Ideas and practices I’m encountering at the Social Forum this week remind me that I haven’t been all that public about this manifesto I wrote in the fall, to be published any day now in INCITE! Journal of Experimental Media & Radical Aesthetics. (Not to be confused with the awesome organization INCITE! Women of Color Against Violence based out of Redmond, WA.) It has taken me several years to be able to articulate my creative process and beliefs about mediamaking the way I do below. So enjoy it.
Relational Filmmaking: A Manifesto
Relational filmmakers do not make films about people.
Relational filmmakers make films with people.
Relational filmmakers do not interview subjects.
Relational filmmakers have conversations with other people.
Relational filmmakers do not know what the final film will look like.
Relational filmmakers make formal decisions that address the aesthetic, ethical, technical, and personal problems encountered throughout the making of the film.
Relational filmmakers do not adhere to established modes or conventions.

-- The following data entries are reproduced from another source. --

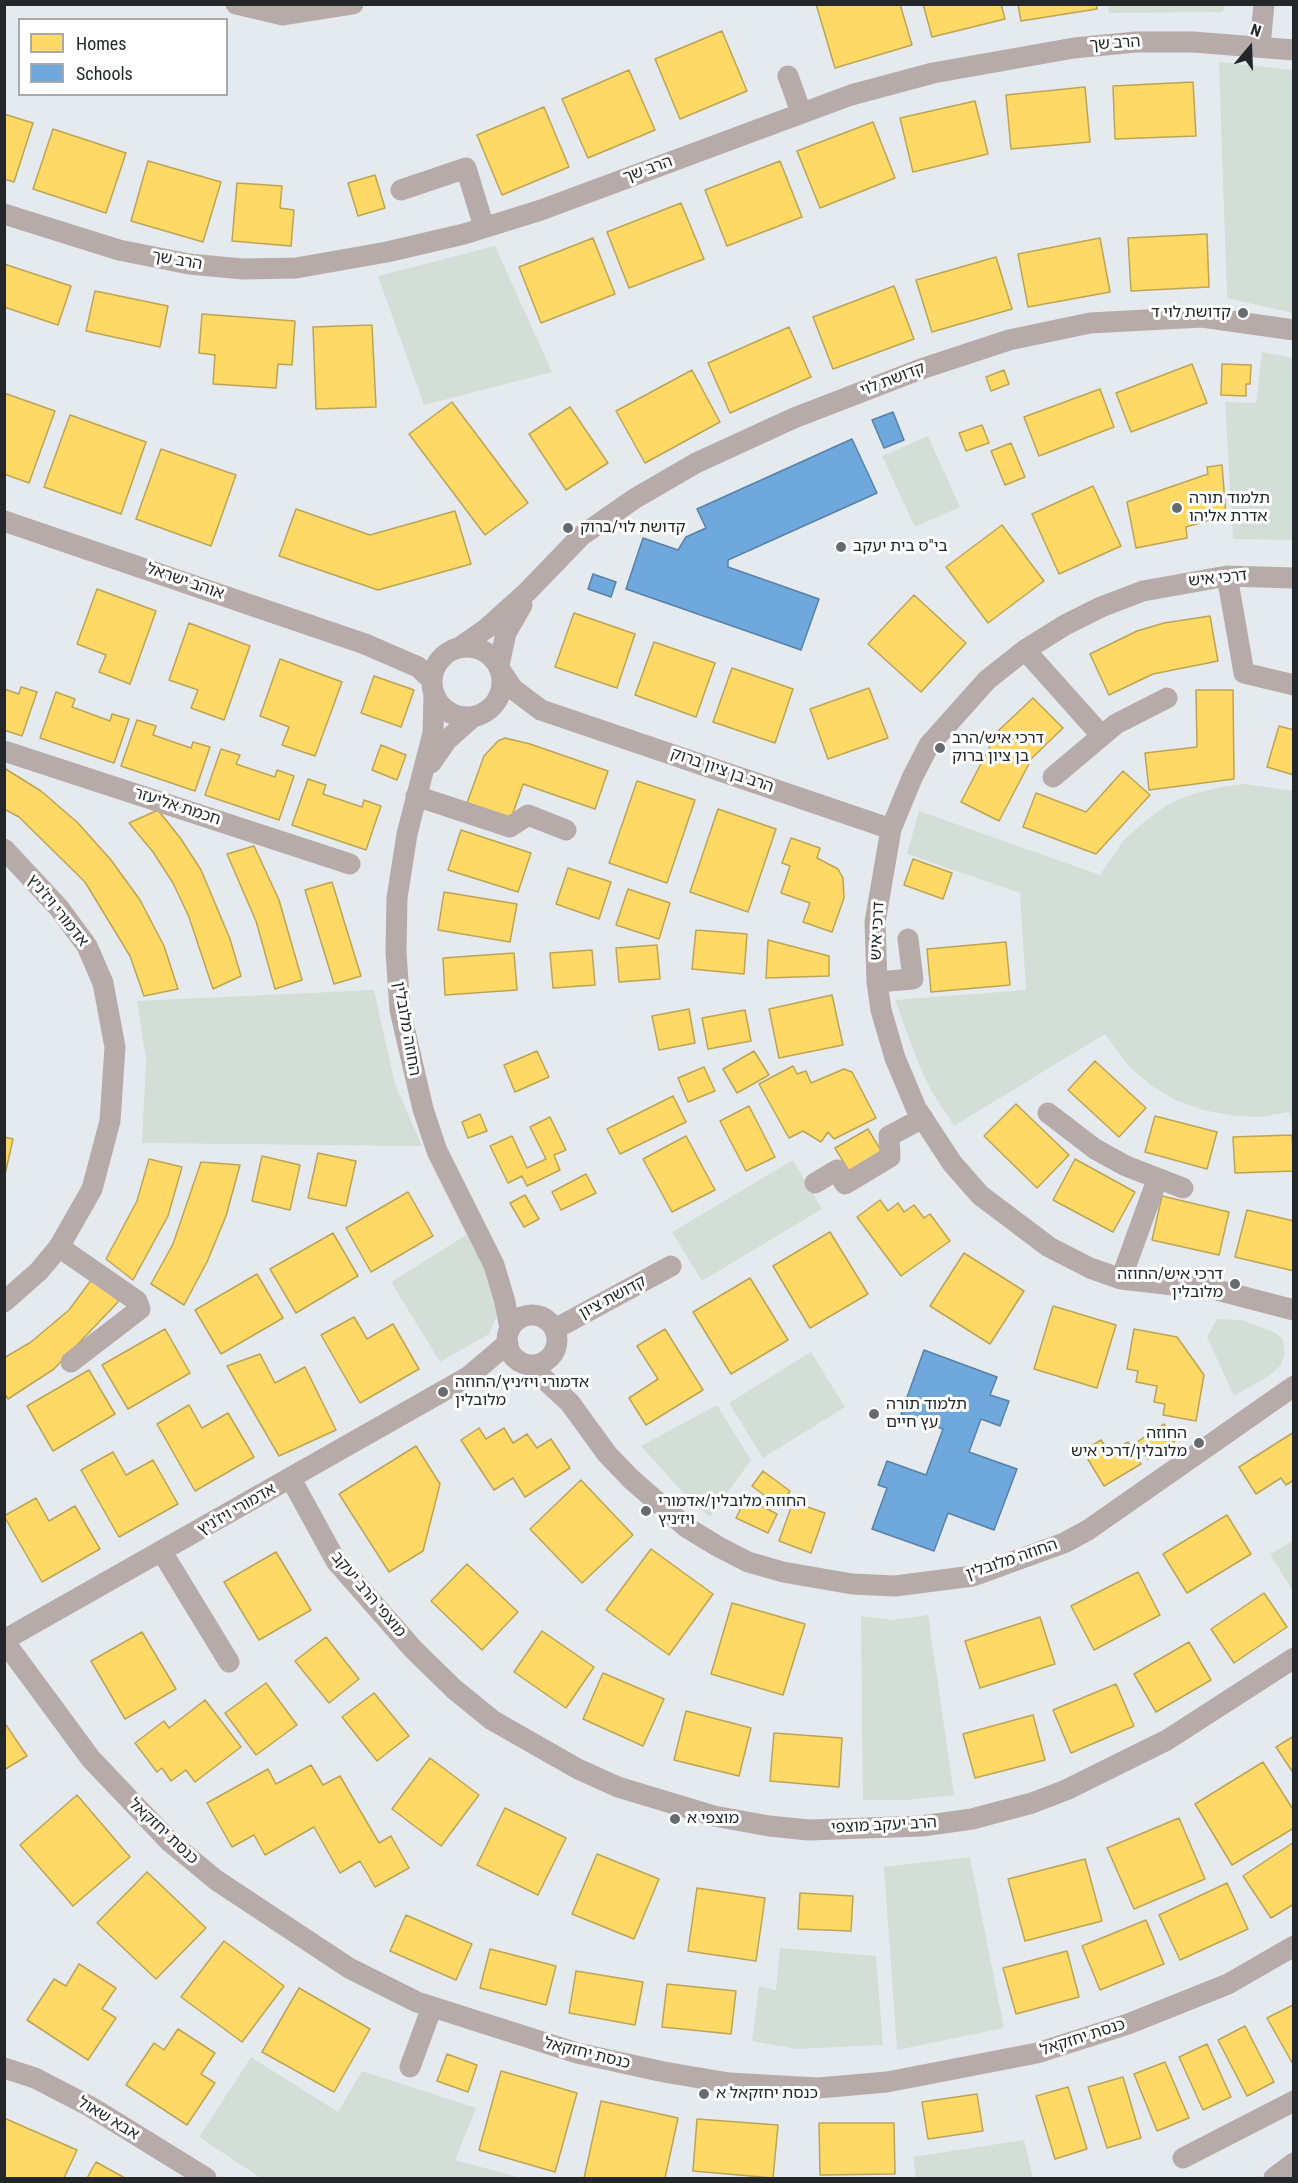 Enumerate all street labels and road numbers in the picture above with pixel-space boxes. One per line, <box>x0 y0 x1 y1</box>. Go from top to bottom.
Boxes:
street label: הרב שך <box>1089 33 1141 55</box>
street label: הרב שך <box>621 152 675 188</box>
street label: הרב שך <box>150 247 204 275</box>
street label: קדושת לוי <box>858 359 928 401</box>
street label: אוהב ישראל <box>144 560 226 604</box>
street label: דרכי איש <box>1188 566 1248 592</box>
street label: הרב בן ציון ברוק <box>668 744 776 798</box>
street label: חכמת אליעזר <box>131 784 223 830</box>
street label: אדמורי ויז'ניץ <box>22 871 92 951</box>
street label: דרכי איש <box>867 901 889 961</box>
street label: החוזה מלובלין <box>388 980 424 1078</box>
street label: קדושת ציון <box>576 1272 650 1324</box>
street label: אדמורי ויז'ניץ <box>194 1480 280 1540</box>
street label: החוזה מלובלין <box>964 1535 1060 1585</box>
street label: מוצפי הרב יעקב <box>327 1548 409 1642</box>
street label: כנסת יחזקאל <box>124 1795 202 1869</box>
street label: הרב יעקב מוצפי <box>831 1814 937 1838</box>
street label: כנסת יחזקאל <box>1038 2015 1128 2061</box>
street label: כנסת יחזקאל <box>542 2034 632 2074</box>
street label: אבא שאול <box>74 2093 142 2145</box> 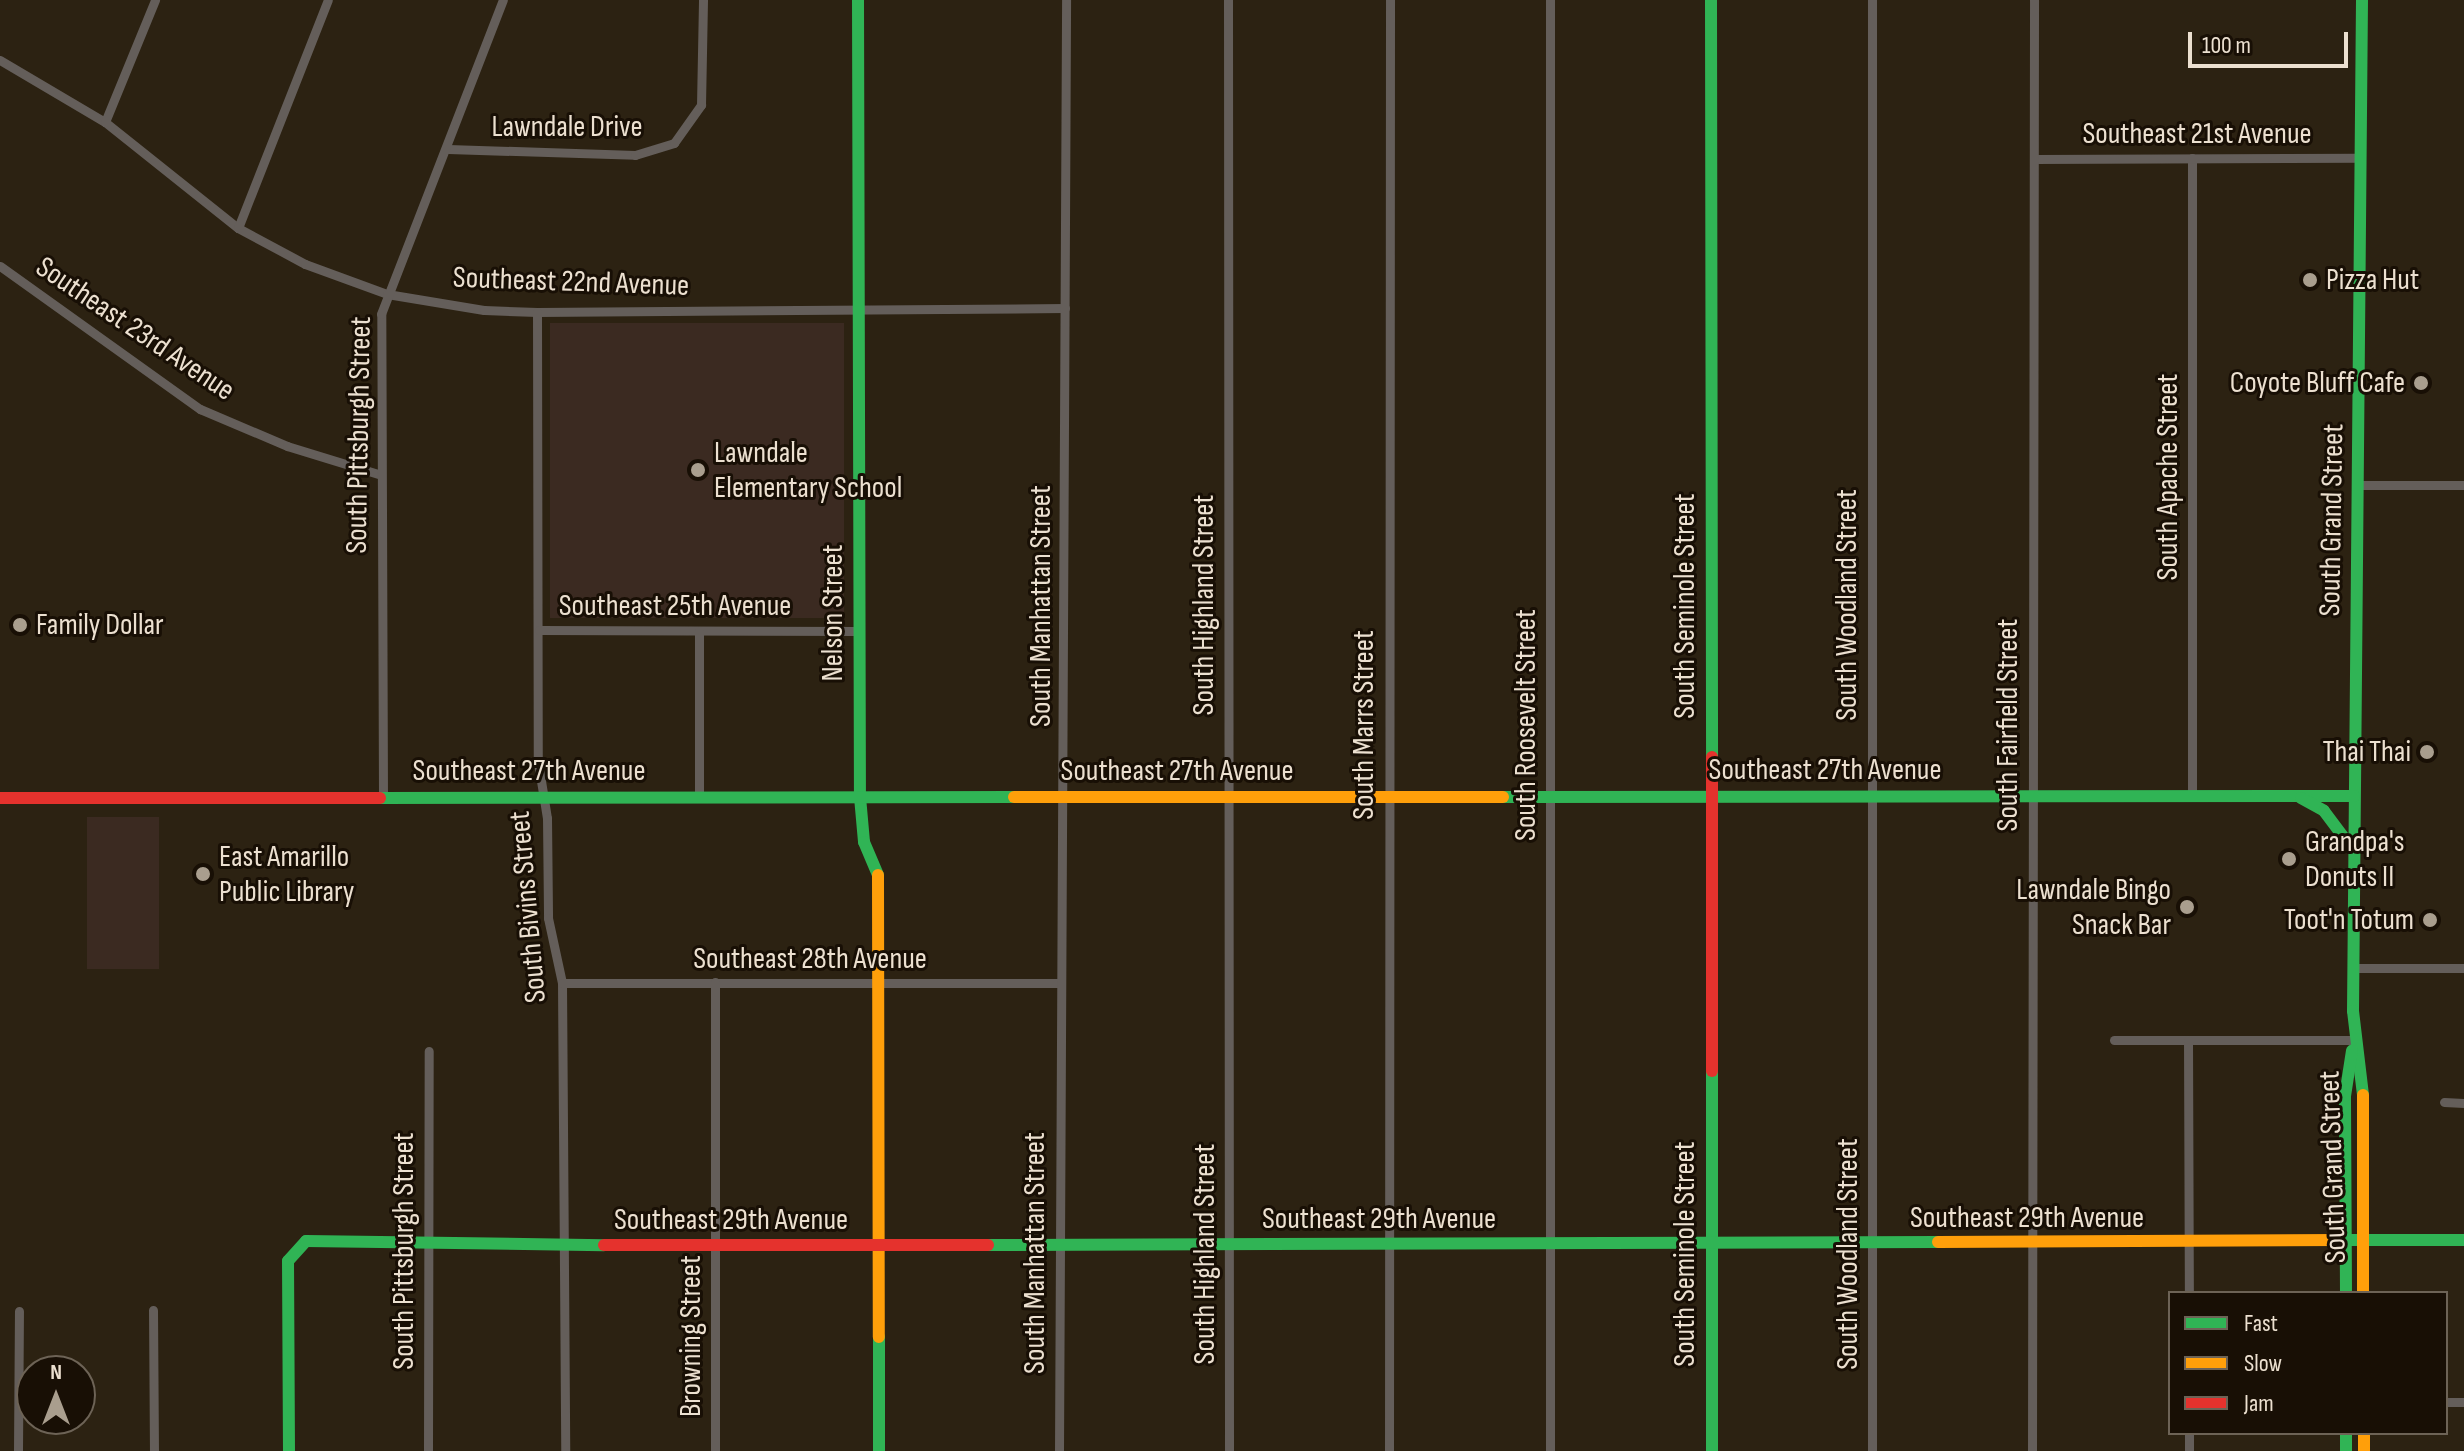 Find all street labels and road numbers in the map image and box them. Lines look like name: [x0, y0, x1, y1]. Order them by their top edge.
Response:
street label: Lawndale Drive: [491, 109, 643, 145]
street label: Southeast 21st Avenue: [2082, 116, 2312, 152]
street label: Southeast 23rd Avenue: [29, 249, 241, 409]
street label: Southeast 22nd Avenue: [452, 260, 690, 304]
street label: South Pittsburgh Street: [339, 316, 379, 554]
street label: South Apache Street: [2150, 374, 2186, 580]
street label: South Grand Street: [2312, 423, 2352, 617]
street label: South Manhattan Street: [1023, 485, 1059, 727]
street label: South Woodland Street: [1829, 489, 1865, 721]
street label: South Seminole Street: [1667, 493, 1703, 719]
street label: South Highland Street: [1186, 495, 1222, 715]
street label: Nelson Street: [815, 544, 851, 682]
street label: Southeast 25th Avenue: [559, 588, 791, 624]
street label: South Roosevelt Street: [1508, 609, 1544, 841]
street label: South Fairfield Street: [1990, 619, 2026, 831]
street label: South Marrs Street: [1346, 630, 1382, 820]
street label: Southeast 27th Avenue: [1709, 752, 1941, 788]
street label: Southeast 27th Avenue: [413, 753, 645, 789]
street label: Southeast 27th Avenue: [1061, 753, 1293, 789]
street label: South Bivins Street: [502, 810, 554, 1004]
street label: Southeast 28th Avenue: [693, 941, 927, 977]
street label: South Grand Street: [2312, 1070, 2354, 1264]
street label: South Pittsburgh Street: [386, 1132, 422, 1370]
street label: South Manhattan Street: [1017, 1132, 1053, 1374]
street label: South Woodland Street: [1830, 1138, 1866, 1370]
street label: South Seminole Street: [1667, 1141, 1703, 1367]
street label: South Highland Street: [1187, 1144, 1223, 1364]
street label: Southeast 29th Avenue: [1910, 1200, 2144, 1236]
street label: Southeast 29th Avenue: [1262, 1201, 1496, 1237]
street label: Southeast 29th Avenue: [614, 1202, 848, 1238]
street label: Browning Street: [673, 1255, 709, 1417]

Relational filmmakers make films that are abstract, factual, and fictional, all at once.
Relational filmmakers do not fuck around with these tools of representation and power.
Relational filmmakers use their tools to experiment with new ways of being and to emancipate new forms of subjectivity.
Relational filmmakers believe that reality is the consequence of what we do together. Their films carry and conduct traces of this belief. Relational films are co-created through careful and playful interrogations of the roles performed by the people and materials involved with the film’s production and reception: artists, subjects, passers-by, audiences, environments, ideas, and things.